Akiko Hoshina, « Liturgie d’argile »

 

Akiko Hoshina est une artiste japonaise utilisant la céramique ou autre matériau se transformant avec l’eau, le soleil et le feu. Dans son travail, le processus de métamorphose de la terre est essentiel.

Pour la Galerie Saint-Séverin, elle a souhaité présenter un projet contextuel. Elle a d’abord orienté ses recherches sur les objets rituels puis s’est focalisée sur les ornements liturgiques : deux étoles – l’ornement principal du prêtre – ont été acquises. En effet, la céramiste s’intéresse particulièrement aux objets et vêtements traditionnels ou symboliques qu’elle transforme pour ses œuvres.

 

Fidèle à son procédé de recouvrement comme pour les séries « Des Funérailles » et « Monolithes », Akiko Hoshina a recouvert – en partie seulement – d’argile blanche les deux parures et le sol de la galerie : la terre a été humidifiée et roulée avec la paume des mains, puis répartie en petits boudins superposés selon la technique du colombin. Elle aime justement la malléabilité de la terre, sa souplesse. Autre caractéristique, elle marque souvent ses créations de ses empreintes de doigts, la trace de son corps est donc présente : « Le tactile est indissociable de son geste dans la pratique de la terre »[1] .

En revanche ici, pas de cuisson, le matériau va sécher naturellement, durcir ; en conséquence l’installation va évoluer, évocation du temps qui passe.

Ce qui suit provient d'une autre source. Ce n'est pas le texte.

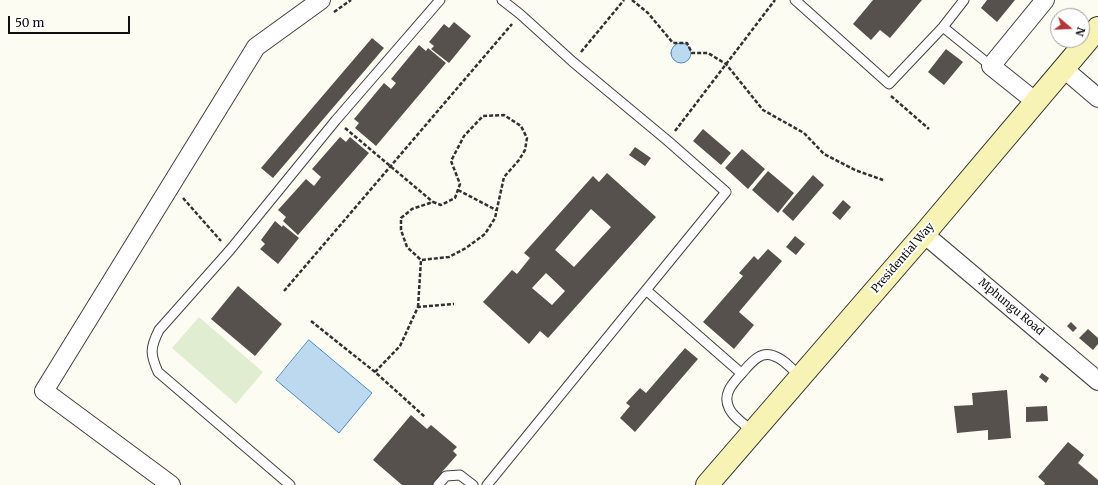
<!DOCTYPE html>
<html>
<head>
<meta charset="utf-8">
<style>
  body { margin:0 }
  #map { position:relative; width:1098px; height:485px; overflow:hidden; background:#fdfcf2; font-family:Merriweather,serif }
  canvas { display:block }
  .north { position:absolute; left:1050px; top:8px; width:40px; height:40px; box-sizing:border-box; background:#fff; border:1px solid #9f9f9f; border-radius:50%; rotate:109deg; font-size:11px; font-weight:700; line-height:16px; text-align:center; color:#0f0f0f }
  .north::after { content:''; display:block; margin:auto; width:14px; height:18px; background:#b03736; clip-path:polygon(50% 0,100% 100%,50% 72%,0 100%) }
  .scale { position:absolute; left:8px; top:16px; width:122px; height:18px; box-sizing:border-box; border:2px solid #0f0f0f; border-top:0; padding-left:5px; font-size:12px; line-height:14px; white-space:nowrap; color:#0f0f0f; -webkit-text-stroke:3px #fff; paint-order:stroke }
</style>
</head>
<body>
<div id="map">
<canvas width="1098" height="485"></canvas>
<div class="north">N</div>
<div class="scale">50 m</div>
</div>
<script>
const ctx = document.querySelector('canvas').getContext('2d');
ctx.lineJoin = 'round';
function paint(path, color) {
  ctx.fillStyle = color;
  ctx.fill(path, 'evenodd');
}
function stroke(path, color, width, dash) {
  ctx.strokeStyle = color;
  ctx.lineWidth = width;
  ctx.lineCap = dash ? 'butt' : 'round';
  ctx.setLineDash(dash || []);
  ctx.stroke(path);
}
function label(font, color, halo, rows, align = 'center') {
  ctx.font = font + ' Merriweather,serif';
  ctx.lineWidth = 4;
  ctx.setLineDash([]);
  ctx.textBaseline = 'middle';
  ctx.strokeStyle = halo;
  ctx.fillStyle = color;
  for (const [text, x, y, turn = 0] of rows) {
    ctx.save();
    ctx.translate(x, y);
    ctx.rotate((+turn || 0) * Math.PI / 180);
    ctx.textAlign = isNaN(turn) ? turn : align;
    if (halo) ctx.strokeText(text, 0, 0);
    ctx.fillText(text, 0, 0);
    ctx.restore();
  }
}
const pitch = new Path2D(`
  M199,317L263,372L236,404L172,348Z`);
const water = new Path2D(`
  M671 53a10 10 0 1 1 20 0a10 10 0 1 1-20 0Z
  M309,340L372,393L339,433L276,380Z`);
const building = new Path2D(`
  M873,0H922L890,38L880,30L871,40L853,24Z
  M987,0H1015L997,22L981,8Z
  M454,22L471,36L449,63L431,49L434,46L429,42L444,24L449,28Z
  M372,38L384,48L273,178L261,168Z
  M419,45L426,51L428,48L446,63L376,146L355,128L359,123L354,119L384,83L391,89L396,83L391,79Z
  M946,49L963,62L944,85L928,72Z
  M703,129L731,153L721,165L693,141Z
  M340,137L346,142L350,137L369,153L298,235L283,221L286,217L278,210L306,179L314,186L321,177L312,169Z
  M635,147L651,158L645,166L629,155Z
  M742,149L765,169L748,189L725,168Z
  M768,171L794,193L778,213L752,190Z
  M607,173L656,217L548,338L540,331L529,344L483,302L512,270L517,274L530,258L524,253L593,176L599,182ZM591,209L611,227L574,267L555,250ZM546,273L565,291L552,305L532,288Z
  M813,175L824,185L793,221L782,211Z
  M843,200L851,207L840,220L832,213Z
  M275,221L282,227L283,225L299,238L278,264L260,249L265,244L261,240Z
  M795,236L805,244L796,255L786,247Z
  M768,249L782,261L739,312L754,325L734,349L703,322L743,276L739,273L754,256L758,260Z
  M238,286L282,324L255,356L211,319Z
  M1071,322L1077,328L1073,332L1067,326Z
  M1088,329L1098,338V344L1093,350L1079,338Z
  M685,348L698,359L635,432L620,418L630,406L626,403L640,388L646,393Z
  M1042,373L1049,378L1046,383L1039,377Z
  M1007,390L1011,438L988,440V430L957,433L954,406L973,405L972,393Z
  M1047,406L1048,421L1026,422V407Z
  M411,415L427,429L431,425L457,447L453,451L457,455L442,472L445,475L437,485H402L373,460Z
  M1068,442L1084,455L1078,463L1098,480V485H1044L1045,483L1038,477Z`);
const path = new Path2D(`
  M632,0L648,13L673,43H687L692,53H708L726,64L763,110L804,133L824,154L855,170L883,180
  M334,12L351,0
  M581,52L624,0
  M891,96L929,129
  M345,128L433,202
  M675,131L775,0
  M458,190L496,210
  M183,198L221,241
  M284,291L512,24
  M418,307L421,260L449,257L466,248L485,234L495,218L504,177L519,160L525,150L527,138L521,126L504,115L483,116L464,136L451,161L460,184L455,198L441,205L433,202L412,209L401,218V230L407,247L421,260
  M311,321L375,372L425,417
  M375,372L400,346L418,307L454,304`);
const lane = new Path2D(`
  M795,0L889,84L943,27L964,0
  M943,27L991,66
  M646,290L741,373
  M753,431C745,425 733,417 729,408C722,394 733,383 742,373C750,364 760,350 774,356C784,359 793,370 800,377
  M290,485L158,372C150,354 150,348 159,330L230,250L336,120L440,0
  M438,485L446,476L460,475L473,485
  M487,485L726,192L668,141L573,62L520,14L502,0`);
const street = new Path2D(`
  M1064,69L1098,98
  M1036,102L991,66L1045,0
  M924,234L1098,381
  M171,485L44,391L256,47L321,0`);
const secondary = new Path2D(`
  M707,485L924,234L1098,28`);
const streetNames = [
  ["Presidential Way",903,258,-49],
  ["Mphungu Road",1011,307,40]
];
paint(pitch, '#e1edd0');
paint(water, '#bcd9f0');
stroke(water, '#4b8abf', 1);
paint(building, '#56514c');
stroke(lane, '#424242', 11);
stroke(street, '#424242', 20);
stroke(secondary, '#313131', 24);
stroke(path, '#313131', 2.5, [4, 2]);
stroke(lane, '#fff', 9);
stroke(street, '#fff', 18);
stroke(secondary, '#f6f3b4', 22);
label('11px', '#0f0f0f', '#fff', streetNames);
</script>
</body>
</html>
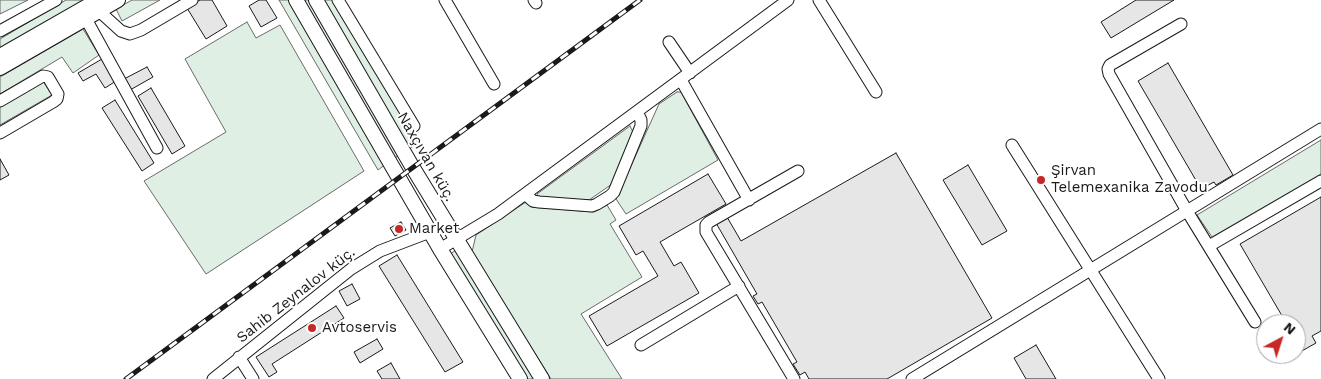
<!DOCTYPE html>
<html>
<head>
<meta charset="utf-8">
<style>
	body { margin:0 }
	#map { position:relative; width:1321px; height:379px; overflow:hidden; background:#fff; font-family:"Work Sans",sans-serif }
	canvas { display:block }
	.north { position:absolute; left:1256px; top:314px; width:50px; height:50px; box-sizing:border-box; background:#fff; border:1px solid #a3a3a3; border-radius:50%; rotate:40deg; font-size:14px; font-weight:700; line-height:20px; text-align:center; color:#1a1a1a }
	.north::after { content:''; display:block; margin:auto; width:18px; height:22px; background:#c62828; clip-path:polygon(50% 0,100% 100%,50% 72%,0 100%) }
</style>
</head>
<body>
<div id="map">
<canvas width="1321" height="379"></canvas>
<div class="north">N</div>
</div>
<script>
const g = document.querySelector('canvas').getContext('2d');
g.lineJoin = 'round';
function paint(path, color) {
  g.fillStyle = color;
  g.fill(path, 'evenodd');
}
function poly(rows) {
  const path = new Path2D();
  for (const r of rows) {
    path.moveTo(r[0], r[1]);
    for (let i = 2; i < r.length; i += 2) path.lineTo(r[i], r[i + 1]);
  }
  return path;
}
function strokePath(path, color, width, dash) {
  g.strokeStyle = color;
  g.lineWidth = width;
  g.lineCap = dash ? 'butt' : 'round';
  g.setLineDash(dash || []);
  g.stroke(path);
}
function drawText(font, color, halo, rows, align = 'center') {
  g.font = font + ' "Work Sans",sans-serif';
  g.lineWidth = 4;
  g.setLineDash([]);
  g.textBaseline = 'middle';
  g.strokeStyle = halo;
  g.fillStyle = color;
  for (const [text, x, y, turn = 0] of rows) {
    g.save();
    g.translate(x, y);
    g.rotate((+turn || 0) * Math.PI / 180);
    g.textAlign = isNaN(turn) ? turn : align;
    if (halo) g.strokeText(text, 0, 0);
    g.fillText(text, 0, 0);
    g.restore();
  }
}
const green = poly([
	[0,0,28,0,0,14,0,0],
	[66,0,84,0,0,49,0,39,66,0],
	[132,0,160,0,122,21,116,9,132,0],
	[279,0,289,0,386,164,378,170,279,0],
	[300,0,311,0,400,155,392,159,300,0],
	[321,0,333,0,418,143,408,150,321,0],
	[247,22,256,38,280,25,364,171,206,274,144,181,226,132,185,59,247,22],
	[83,29,99,55,73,73,62,57,0,94,0,77,83,29],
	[43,81,52,95,0,125,0,107,43,81],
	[677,92,681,92,718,160,626,214,616,199,659,104,677,92],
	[630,126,633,132,612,184,589,200,539,198,537,194,630,126],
	[1321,140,1321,174,1212,237,1197,215,1321,140],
	[526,202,531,207,594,212,607,205,616,220,610,224,642,277,581,314,622,379,551,379,472,252,476,235,526,202],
	[456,250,536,379,526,379,449,255,456,250]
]);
const building = poly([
	[200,0,212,0,227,26,206,39,187,8,200,0],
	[259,0,266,0,277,18,261,27,249,6,259,0],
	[1136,0,1174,0,1111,38,1101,22,1136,0],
	[102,59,116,81,105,88,96,74,83,81,78,73,102,59],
	[1168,63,1233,175,1216,185,1214,182,1201,189,1138,81,1168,63],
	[147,67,153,77,130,90,124,79,147,67],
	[151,88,185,146,172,154,138,96,151,88],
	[115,100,154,163,142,171,102,108,115,100],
	[896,153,992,318,887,379,809,379,805,372,800,375,793,364,797,362,762,302,758,304,753,296,757,294,716,223,727,217,741,241,896,153],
	[0,159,9,175,0,180,0,159],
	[968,165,1007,231,982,245,943,180,968,165],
	[708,174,726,204,660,242,674,266,681,262,699,293,607,346,589,316,658,276,643,251,636,255,619,226,708,174],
	[1321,197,1321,331,1312,336,1316,343,1291,357,1289,354,1296,354,1296,324,1279,324,1285,321,1240,244,1321,197],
	[401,222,406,230,395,236,390,228,401,222],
	[397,255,463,362,445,372,379,266,397,255],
	[352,284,360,299,347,306,339,291,352,284],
	[336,306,344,318,272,364,277,372,269,377,256,357,336,306],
	[377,339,383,349,360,363,354,352,377,339],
	[1036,345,1056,379,1026,379,1014,358,1036,345],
	[391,363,400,379,382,379,377,371,391,363]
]);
const minor = poly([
	[338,0,414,126],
	[445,0,494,84],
	[534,0,536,3],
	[819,0,876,92],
	[99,11,121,31,130,34,141,30,192,0],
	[86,19,157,148],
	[1181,24,1110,65,1108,69,1109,74,1187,211,1255,322],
	[0,31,56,0],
	[669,42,690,73],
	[681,80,749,200],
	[0,101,43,76,48,77,58,94,57,99,53,102,0,133],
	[1012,145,1159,379],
	[525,194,533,201,539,202,592,206,597,204,610,196,614,192,641,126,641,120,637,112],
	[1209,246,1321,181],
	[440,249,498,214,788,0],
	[641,345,739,286],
	[239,357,253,379],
	[213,379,351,269,380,251,430,232],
	[794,379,706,232,706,225,709,222,798,171],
	[912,379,1321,129]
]);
const major = poly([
	[296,0,440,249,520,379],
	[316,0,413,168,542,379],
	[0,56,98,0],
	[0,68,118,0]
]);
const rail = poly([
	[126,379,640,0]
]);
const markers = [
	[1041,180,5,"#c62828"],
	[399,229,5,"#c62828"],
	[312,328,5,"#c62828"]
];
const streetNames = [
	["Naxçıvan küç.",426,157,60],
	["Sahib Zeynalov küç.",296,295,-38]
];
const poiNames = [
	["Şirvan",1051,171],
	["Telemexanika Zavodu",1051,188],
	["Market",409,229],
	["Avtoservis",322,328]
];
paint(green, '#e0efe3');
strokePath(green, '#6a6a6a', 1);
paint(building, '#e6e6e6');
strokePath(building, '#1a1a1a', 1);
strokePath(minor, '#1a1a1a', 13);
strokePath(major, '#1a1a1a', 16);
strokePath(minor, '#fff', 11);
strokePath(major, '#fff', 14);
strokePath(rail, '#1a1a1a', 5);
strokePath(rail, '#fff', 3, [9]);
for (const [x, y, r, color] of markers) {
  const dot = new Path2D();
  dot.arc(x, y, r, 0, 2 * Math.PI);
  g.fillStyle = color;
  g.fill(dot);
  strokePath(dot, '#fff', 2);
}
drawText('15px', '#1a1a1a', '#fff', streetNames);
drawText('15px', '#1a1a1a', '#fff', poiNames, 'left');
</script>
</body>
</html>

La terre symbolise d’ailleurs pour l’artiste le cycle même de la vie : elle est humide donc vivante, puis sèche donc meurt. De plus, elle peut toujours être réutilisée, retravaillée et de ce fait, la terre renaît toujours.

 

Cette renaissance peut également se lire dans son installation. En effet, la petite étole est posée, étendue sur le sol derrière la vitrine ; cette position allongée évoque la mort, le corps absent, et le violet aussi est la couleur portée pendant la période du Carême, du Jeûne. Au contraire, la grande écharpe est présentée par la céramiste suspendue, incarnant le corps présent ; la position debout représente la vie et les couleurs blanche ou or sont portées au moment de la fête de Pâques, soit la célébration de la résurrection du Christ. En somme, cette exposition rend compte d’une évolution cyclique de la matière, de la nature, de la vie. 

 

Akiko Hoshina mélange les traditions, les savoir-faire, les techniques et les sources d’inspirations dans ses œuvres et toujours avec respect. Elle mêle ici encore une technique primitive sur des ornements liturgiques. D’ailleurs, l’artiste, par son geste répétitif, adopte une attitude proche de la méditation, du recueillement, du rite sacré, voire de la prière. Sa liturgie à elle, c’est l’argile.

 

Géraldine Dufournet

 


[1] Yves Sabourin, …, 2010 (catalogue d’exposition).